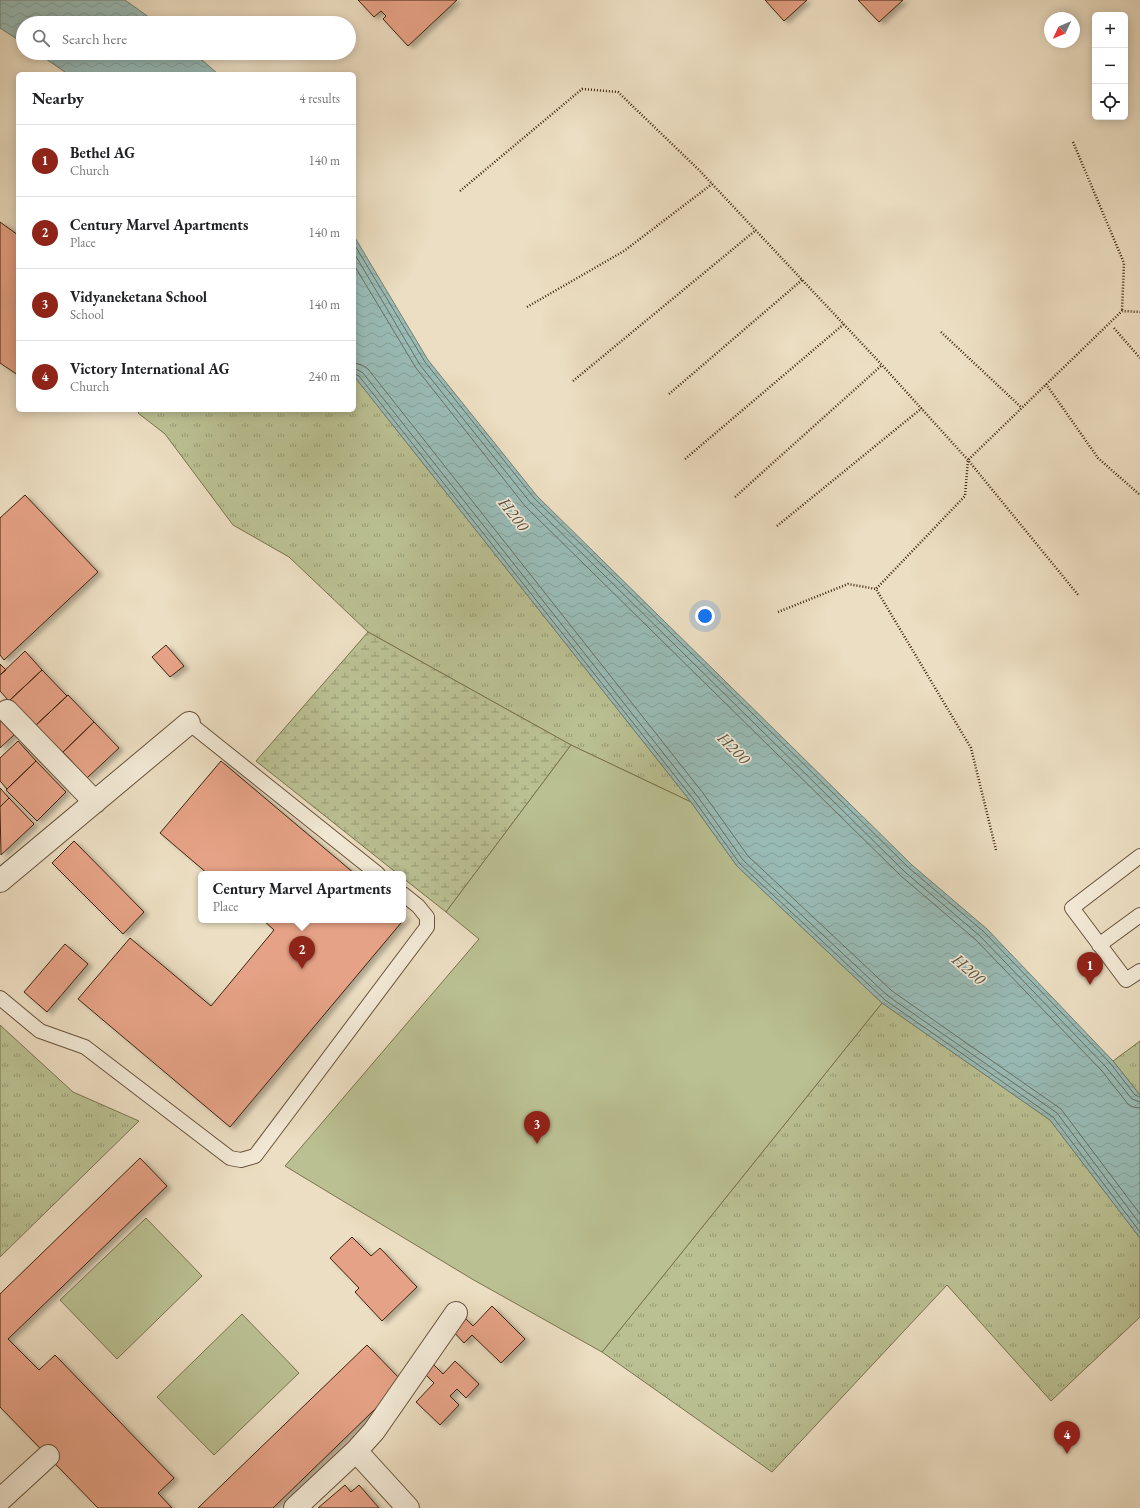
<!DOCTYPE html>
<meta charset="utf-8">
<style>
body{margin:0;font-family:"EB Garamond",serif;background:#f2f2f2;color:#202124}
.controls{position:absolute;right:12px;top:12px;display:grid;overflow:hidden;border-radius:6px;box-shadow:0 2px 10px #0003}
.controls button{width:36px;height:36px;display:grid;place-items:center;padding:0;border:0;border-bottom:1px solid #e0e0e0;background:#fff;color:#202124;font:20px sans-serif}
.compass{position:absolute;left:1044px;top:12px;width:36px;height:36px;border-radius:50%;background:#fff;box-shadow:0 2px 10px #0003;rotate:226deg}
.you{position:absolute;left:705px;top:616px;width:14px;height:14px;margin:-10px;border:3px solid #fff;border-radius:50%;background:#1a73e8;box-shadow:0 0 0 6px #1a73e833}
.badge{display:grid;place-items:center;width:26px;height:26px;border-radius:50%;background:#8f2418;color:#fff;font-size:13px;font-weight:700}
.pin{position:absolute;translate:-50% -33px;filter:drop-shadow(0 1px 2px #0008)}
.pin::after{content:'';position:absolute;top:21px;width:14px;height:12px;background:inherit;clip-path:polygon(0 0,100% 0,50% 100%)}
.popup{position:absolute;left:198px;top:871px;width:208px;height:52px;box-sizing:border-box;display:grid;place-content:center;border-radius:6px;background:#fff;filter:drop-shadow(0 1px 3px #0005);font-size:13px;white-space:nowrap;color:#757577}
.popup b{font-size:15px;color:#202124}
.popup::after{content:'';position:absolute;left:50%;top:100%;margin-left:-8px;border:8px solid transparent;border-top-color:#fff}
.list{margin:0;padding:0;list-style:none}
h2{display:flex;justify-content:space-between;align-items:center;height:52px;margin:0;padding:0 16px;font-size:17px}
h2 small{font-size:13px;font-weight:400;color:#757577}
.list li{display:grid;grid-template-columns:26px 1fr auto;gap:12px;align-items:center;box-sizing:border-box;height:72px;padding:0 16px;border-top:1px solid #e0e0e0}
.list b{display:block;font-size:15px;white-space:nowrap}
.list p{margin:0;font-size:13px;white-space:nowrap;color:#757577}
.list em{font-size:13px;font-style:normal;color:#757577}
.icon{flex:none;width:22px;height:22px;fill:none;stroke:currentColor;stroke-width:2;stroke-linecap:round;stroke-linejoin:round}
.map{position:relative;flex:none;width:1140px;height:1508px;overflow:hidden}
.search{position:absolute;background:#fff;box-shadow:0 2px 10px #0003;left:16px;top:16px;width:340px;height:44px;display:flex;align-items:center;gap:10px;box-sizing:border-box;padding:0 14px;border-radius:22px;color:#757577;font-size:15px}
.panel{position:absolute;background:#fff;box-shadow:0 2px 10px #0003;left:16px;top:72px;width:340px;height:340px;border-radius:6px}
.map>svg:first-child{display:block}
</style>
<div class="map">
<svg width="1140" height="1508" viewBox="0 0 1140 1508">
<defs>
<pattern id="grass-tufts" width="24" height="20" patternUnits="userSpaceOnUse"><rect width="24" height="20" fill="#bac092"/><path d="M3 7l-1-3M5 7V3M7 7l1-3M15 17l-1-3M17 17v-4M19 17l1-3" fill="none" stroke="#989c76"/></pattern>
<pattern id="wetland-marsh" width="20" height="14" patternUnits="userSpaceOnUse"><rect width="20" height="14" fill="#bac092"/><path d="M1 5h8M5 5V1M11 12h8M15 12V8" fill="none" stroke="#989c76"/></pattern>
<pattern id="water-waves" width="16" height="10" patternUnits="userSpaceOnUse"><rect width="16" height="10" fill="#99bcb7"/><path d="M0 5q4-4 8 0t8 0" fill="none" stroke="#85a19c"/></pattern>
<filter id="shadow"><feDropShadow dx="4.5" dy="2.5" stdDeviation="2" flood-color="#0004"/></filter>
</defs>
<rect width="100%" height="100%" fill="#ecdec2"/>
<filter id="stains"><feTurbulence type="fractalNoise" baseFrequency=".005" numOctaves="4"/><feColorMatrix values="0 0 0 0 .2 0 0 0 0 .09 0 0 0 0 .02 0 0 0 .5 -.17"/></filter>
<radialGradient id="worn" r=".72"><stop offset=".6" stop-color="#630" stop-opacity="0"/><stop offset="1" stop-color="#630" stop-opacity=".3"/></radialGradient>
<!-- grass -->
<path fill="url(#grass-tufts)" stroke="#7b724f" d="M 354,376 L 691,802 L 571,745 L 368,632 L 289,557 L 233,525 L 165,434 L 138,413 L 141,410 L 354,410 Z
M 882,1003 L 1050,1120 L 1140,1238 L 1140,1317 L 1051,1401 L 947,1285 L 772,1472 L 602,1352 Z
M 0,1025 L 73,1092 L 139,1121 L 0,1257 Z
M 1140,1041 L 1140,1095 L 1113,1061 Z"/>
<!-- wetland -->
<path fill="url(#wetland-marsh)" stroke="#7b724f" d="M 368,632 L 571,745 L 446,912 L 403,878 L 403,874 L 398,874 L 256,761 Z"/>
<!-- green -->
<path fill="#bac092" stroke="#7b724f" d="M 571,745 L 691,802 L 737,866 L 882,1003 L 602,1352 L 472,1279 L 285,1166 L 479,939 L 446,912 Z
M 146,1218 L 202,1276 L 117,1359 L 60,1300 Z
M 242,1314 L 299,1373 L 214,1455 L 157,1397 Z"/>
<!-- water -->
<path fill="url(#water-waves)" stroke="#747f73" d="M 0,0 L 125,0 L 157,23 L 23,23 L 23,43 L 0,28 Z
M 37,53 L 194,53 L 218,74 L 68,74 Z
M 354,236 L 428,360 L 537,496 L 912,865 L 987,929 L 1113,1061 L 1140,1095 L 1140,1238 L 1050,1120 L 882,1003 L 737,866 L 691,802 L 354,376 Z"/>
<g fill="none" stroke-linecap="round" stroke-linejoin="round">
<!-- shore -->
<path stroke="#6a7062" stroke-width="1" d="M 354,244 L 425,362 L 534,498 L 909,868 L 984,932 L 1110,1063 L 1135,1095 L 1140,1097
M 354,253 L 420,365 L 530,502 L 905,872 L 980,936 L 1106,1067 L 1132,1099 L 1140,1102
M 354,265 L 416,368 L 525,506 L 901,876 L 976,940 L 1102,1071 L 1128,1104 L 1133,1107 L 1140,1108
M 354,363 L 362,365 L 368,369 L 703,793 L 748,856 L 892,991 L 1061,1109 L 1140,1214
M 354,369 L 358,370 L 363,373 L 698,797 L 743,860 L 888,996 L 1057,1113 L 1140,1224
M 354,374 L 359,376 L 694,800 L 740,864 L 885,1000 L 1053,1117 L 1140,1232"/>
</g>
<!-- building -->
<path fill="#e6a286" stroke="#3c230c" filter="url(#shadow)" d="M 358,0 L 457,0 L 408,46 L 383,19 L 386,16 L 381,11 L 374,17 Z
M 765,0 L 807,0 L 784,21 Z
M 858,0 L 903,0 L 879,22 Z
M 0,222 L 18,235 L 18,375 L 0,363 Z
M 25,495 L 98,572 L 4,660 L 0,655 L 0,518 Z
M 166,645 L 184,666 L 170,677 L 152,657 Z
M 25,651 L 42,670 L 9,701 L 0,691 L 0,675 Z
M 0,664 L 6,670 L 0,675 Z
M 42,670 L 67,696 L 35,726 L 10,700 Z
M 68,695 L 94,722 L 61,754 L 35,726 Z
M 0,717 L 16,733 L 0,748 Z
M 94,722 L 119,748 L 87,778 L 63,752 Z
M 18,741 L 36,761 L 7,789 L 0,781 L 0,758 Z
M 36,761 L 66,792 L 37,821 L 6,790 Z
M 221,761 L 355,874 L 208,874 L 160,833 Z
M 0,788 L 9,798 L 0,807 Z
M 9,798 L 34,824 L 1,855 L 0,807 Z
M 74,841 L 144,912 L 123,934 L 52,863 Z
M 403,914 L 406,917 L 230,1127 L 78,999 L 130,938 L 211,1006 L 274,930 L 263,920 L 403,920 Z
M 65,944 L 88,964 L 47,1012 L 24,992 Z
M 140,1158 L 167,1186 L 8,1339 L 39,1370 L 55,1355 L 174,1478 L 158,1493 L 172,1508 L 98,1508 L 0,1407 L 0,1294 Z
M 352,1237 L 371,1256 L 380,1248 L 417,1287 L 382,1321 L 355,1292 L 359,1288 L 330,1258 Z
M 492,1306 L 525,1339 L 501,1363 L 472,1335 L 464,1343 L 451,1329 L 463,1316 L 473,1326 Z
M 367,1345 L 403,1382 L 273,1508 L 198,1508 Z
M 455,1361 L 479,1384 L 466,1398 L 457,1389 L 450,1396 L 459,1405 L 440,1425 L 416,1402 L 434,1383 L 425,1374 L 434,1365 L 443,1374 Z
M 345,1485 L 351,1492 L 359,1485 L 379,1508 L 318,1508 Z"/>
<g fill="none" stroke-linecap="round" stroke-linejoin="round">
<defs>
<path id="service" d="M 189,723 L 378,874
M 1140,856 L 1072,908 L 1126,980 L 1140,971
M 1099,945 L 1140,915
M 0,998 L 40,1031 L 85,1047 L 230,1158 L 241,1160 L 255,1156 L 427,927 L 427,917 L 418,906 L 403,894"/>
<path id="minor" d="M 7,711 L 95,802
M 0,881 L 189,723
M 356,1451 L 408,1508
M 0,1500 L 48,1456
M 295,1508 L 356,1451 L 374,1431 L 456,1313"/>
</defs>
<!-- service casing -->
<use href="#service" stroke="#68523a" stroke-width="16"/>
<!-- minor casing -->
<use href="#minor" stroke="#68523a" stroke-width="24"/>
<!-- path -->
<path stroke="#3c230c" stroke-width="2.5" stroke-dasharray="1 2" stroke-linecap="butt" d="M 1073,142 L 1124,263 L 1122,311
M 460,191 L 582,89 L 618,92 L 699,170 L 882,365 L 968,460 L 1079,596
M 527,307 L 624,251 L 712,184
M 1114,328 L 1140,358
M 941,332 L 1022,408
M 573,381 L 756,230
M 1046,384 L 1098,458 L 1140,495
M 669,394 L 802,280
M 685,459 L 844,324
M 735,497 L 882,365
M 777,526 L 922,408
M 778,612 L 848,584 L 876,589
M 996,850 L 971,748 L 876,589 L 965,496 L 968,460 L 1122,311 L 1140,312"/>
<!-- service -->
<use href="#service" stroke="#f3ead7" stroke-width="14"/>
<!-- minor -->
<use href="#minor" stroke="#f3ead7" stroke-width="22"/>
</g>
<g text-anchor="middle" stroke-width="3.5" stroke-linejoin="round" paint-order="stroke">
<!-- water labels -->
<g font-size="17" font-style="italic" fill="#58513f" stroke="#f3ead7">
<text transform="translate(514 514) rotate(52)" y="6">H200</text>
<text transform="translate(734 748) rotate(45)" y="6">H200</text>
<text transform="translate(969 969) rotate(41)" y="6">H200</text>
</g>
</g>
<rect width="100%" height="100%" filter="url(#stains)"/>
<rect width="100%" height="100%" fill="url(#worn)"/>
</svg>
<div class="controls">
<button>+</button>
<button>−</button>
<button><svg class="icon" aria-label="locate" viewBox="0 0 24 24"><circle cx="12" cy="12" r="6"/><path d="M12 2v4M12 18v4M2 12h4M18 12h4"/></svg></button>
</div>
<svg class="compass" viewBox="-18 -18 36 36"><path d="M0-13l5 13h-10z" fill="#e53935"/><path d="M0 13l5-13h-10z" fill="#757577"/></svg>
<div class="you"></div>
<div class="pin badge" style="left:1090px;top:985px">1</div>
<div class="pin badge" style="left:302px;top:969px">2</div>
<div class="popup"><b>Century Marvel Apartments</b>Place</div>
<div class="pin badge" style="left:537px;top:1144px">3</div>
<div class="pin badge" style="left:1067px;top:1454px">4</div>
<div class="search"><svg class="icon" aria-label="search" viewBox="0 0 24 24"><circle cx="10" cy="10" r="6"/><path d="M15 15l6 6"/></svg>Search here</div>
<section class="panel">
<h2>Nearby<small>4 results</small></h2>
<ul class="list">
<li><span class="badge">1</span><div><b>Bethel AG</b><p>Church</p></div><em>140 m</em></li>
<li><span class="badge">2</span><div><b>Century Marvel Apartments</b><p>Place</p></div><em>140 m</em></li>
<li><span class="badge">3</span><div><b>Vidyaneketana School</b><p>School</p></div><em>140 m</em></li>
<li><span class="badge">4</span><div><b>Victory International AG</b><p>Church</p></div><em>240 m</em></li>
</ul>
</section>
</div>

★ ★ ★ ★

_WHAT NEEDS TO BE DONE_
Given the data above, which lines hold the string "worn"? Return them.

_REPLY_
<radialGradient id="worn" r=".72"><stop offset=".6" stop-color="#630" stop-opacity="0"/><stop offset="1" stop-color="#630" stop-opacity=".3"/></radialGradient>
<rect width="100%" height="100%" fill="url(#worn)"/>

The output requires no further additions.